The first line of the entries and each line after it, through the one that contains "1px #a998ac) drop-shadow(0", are to be duplicated exactly; no picture belongs in the copy.

• Stored items
-- -- --

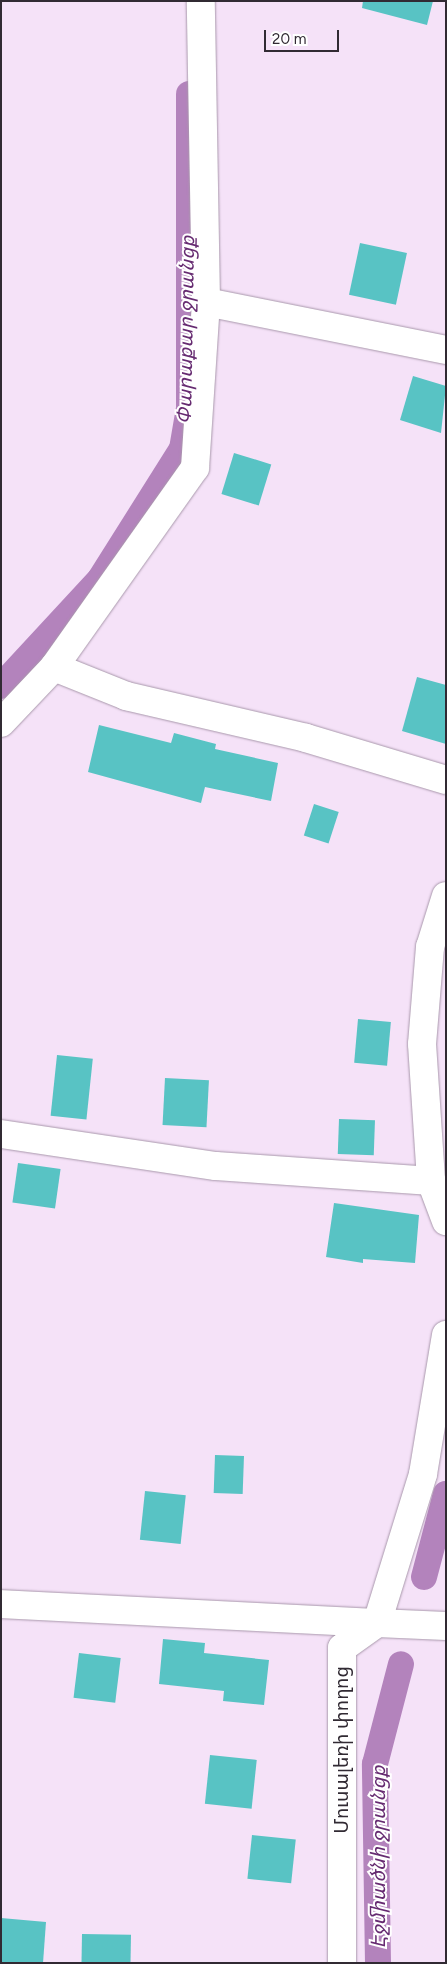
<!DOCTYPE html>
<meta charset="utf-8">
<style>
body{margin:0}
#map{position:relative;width:447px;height:1964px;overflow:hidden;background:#f5e2f8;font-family:Figtree,"Noto Sans Armenian",sans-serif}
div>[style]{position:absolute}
.canal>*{height:26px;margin:-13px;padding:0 13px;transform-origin:13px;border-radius:13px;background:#b383bc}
.building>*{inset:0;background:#58c3c4;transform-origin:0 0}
.roads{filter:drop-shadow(0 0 1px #a998ac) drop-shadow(0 0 1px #a998ac)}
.minor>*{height:28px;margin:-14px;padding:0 14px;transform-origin:14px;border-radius:14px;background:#fff}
span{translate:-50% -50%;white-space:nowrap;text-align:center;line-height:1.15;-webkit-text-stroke:4px #fff;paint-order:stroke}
.street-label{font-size:19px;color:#312a33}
.water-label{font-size:20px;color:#662b71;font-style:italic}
.frame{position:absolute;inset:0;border:2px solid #312a33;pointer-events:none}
.scale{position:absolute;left:264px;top:30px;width:75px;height:22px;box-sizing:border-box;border:2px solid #312a33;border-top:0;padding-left:6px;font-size:15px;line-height:18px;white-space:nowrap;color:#312a33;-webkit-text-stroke:4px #fff;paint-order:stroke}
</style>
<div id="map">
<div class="canal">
<i style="left:1px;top:686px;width:146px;rotate:-47.2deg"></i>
<i style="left:100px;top:579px;width:154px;rotate:-57.8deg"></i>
<i style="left:182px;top:449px;width:42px;rotate:-80.3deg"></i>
<i style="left:189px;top:408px;width:314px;rotate:-90deg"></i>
<i style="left:424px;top:1577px;width:86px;rotate:-75.2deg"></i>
<i style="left:378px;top:1963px;width:199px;rotate:-90.9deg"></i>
<i style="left:375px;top:1764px;width:103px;rotate:-75.4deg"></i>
</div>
<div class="building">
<i style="clip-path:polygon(363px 1px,433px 1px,427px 25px,362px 8px)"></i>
<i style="left:360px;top:243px;width:48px;height:53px;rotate:12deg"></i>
<i style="clip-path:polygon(413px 376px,446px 386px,441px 433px,400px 420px)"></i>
<i style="left:234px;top:453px;width:39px;height:43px;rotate:17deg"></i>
<i style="clip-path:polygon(417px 677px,446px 685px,446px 744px,402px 731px)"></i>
<i style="clip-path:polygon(99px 725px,171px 743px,174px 733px,216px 744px,215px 749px,278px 763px,271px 801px,205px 787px,201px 803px,88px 772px)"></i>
<i style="left:314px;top:804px;width:26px;height:33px;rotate:18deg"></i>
<i style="left:358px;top:1019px;width:33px;height:44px;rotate:5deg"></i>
<i style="left:57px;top:1055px;width:36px;height:61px;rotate:6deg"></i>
<i style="left:165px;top:1078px;width:44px;height:47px;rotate:3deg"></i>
<i style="left:339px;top:1119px;width:36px;height:35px;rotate:2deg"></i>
<i style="left:18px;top:1163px;width:43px;height:40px;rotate:8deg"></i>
<i style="clip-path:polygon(334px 1203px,419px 1215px,415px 1263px,363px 1259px,363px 1263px,326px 1257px)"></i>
<i style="left:215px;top:1455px;width:29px;height:38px;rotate:2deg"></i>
<i style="left:145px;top:1491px;width:41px;height:49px;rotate:6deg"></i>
<i style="clip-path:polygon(163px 1639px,205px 1643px,204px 1653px,269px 1660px,264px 1705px,223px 1701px,224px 1691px,159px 1684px)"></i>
<i style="left:79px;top:1653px;width:42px;height:45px;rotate:7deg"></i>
<i style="left:210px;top:1755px;width:47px;height:49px;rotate:6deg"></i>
<i style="left:252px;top:1835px;width:44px;height:44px;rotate:6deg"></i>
<i style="clip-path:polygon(1px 1918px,46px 1922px,43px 1963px,1px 1963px)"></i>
<i style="left:82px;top:1934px;width:49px;height:29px;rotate:1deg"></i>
</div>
<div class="roads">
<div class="minor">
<i style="left:206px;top:302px;width:245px;rotate:11.3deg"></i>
<i style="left:54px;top:667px;width:78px;rotate:21.9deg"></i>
<i style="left:126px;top:696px;width:185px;rotate:13.1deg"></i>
<i style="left:306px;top:738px;width:146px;rotate:16.7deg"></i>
<i style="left:1px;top:723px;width:77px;rotate:-46.6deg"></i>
<i style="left:54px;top:667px;width:244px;rotate:-54.7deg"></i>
<i style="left:195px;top:468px;width:166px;rotate:-86.2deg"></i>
<i style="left:206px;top:302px;width:301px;rotate:-91deg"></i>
<i style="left:446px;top:896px;width:53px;rotate:107.4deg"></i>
<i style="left:430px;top:947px;width:97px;rotate:94.7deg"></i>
<i style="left:422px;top:1044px;width:137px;rotate:86.2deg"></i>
<i style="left:431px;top:1181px;width:43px;rotate:69.4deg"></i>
<i style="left:1px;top:1134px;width:217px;rotate:8.5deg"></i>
<i style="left:216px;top:1166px;width:216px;rotate:4deg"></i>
<i style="left:1px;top:1604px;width:376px;rotate:2.9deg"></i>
<i style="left:377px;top:1623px;width:156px;rotate:-72.8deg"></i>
<i style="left:423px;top:1474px;width:141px;rotate:-80.6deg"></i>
<i style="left:342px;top:1963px;width:315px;rotate:-90deg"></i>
<i style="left:342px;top:1648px;width:43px;rotate:-35.5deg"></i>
<i style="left:377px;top:1623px;width:69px;rotate:2.5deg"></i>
</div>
</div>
<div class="street-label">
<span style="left:342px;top:1750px;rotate:-90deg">Մուսալեռի փողոց</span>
</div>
<div class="water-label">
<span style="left:186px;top:330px;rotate:-89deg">Փարաքար ջրանցք</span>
<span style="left:378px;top:1857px;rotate:-90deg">Էջմիածնի ջրանցք</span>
</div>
<div class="frame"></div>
<div class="scale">20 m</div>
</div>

-- -- --

• ANSWER FOR THE TASK
<!DOCTYPE html>
<meta charset="utf-8">
<style>
body{margin:0}
#map{position:relative;width:447px;height:1964px;overflow:hidden;background:#f5e2f8;font-family:Figtree,"Noto Sans Armenian",sans-serif}
div>[style]{position:absolute}
.canal>*{height:26px;margin:-13px;padding:0 13px;transform-origin:13px;border-radius:13px;background:#b383bc}
.building>*{inset:0;background:#58c3c4;transform-origin:0 0}
.roads{filter:drop-shadow(0 0 1px #a998ac) drop-shadow(0 0 1px #a998ac)}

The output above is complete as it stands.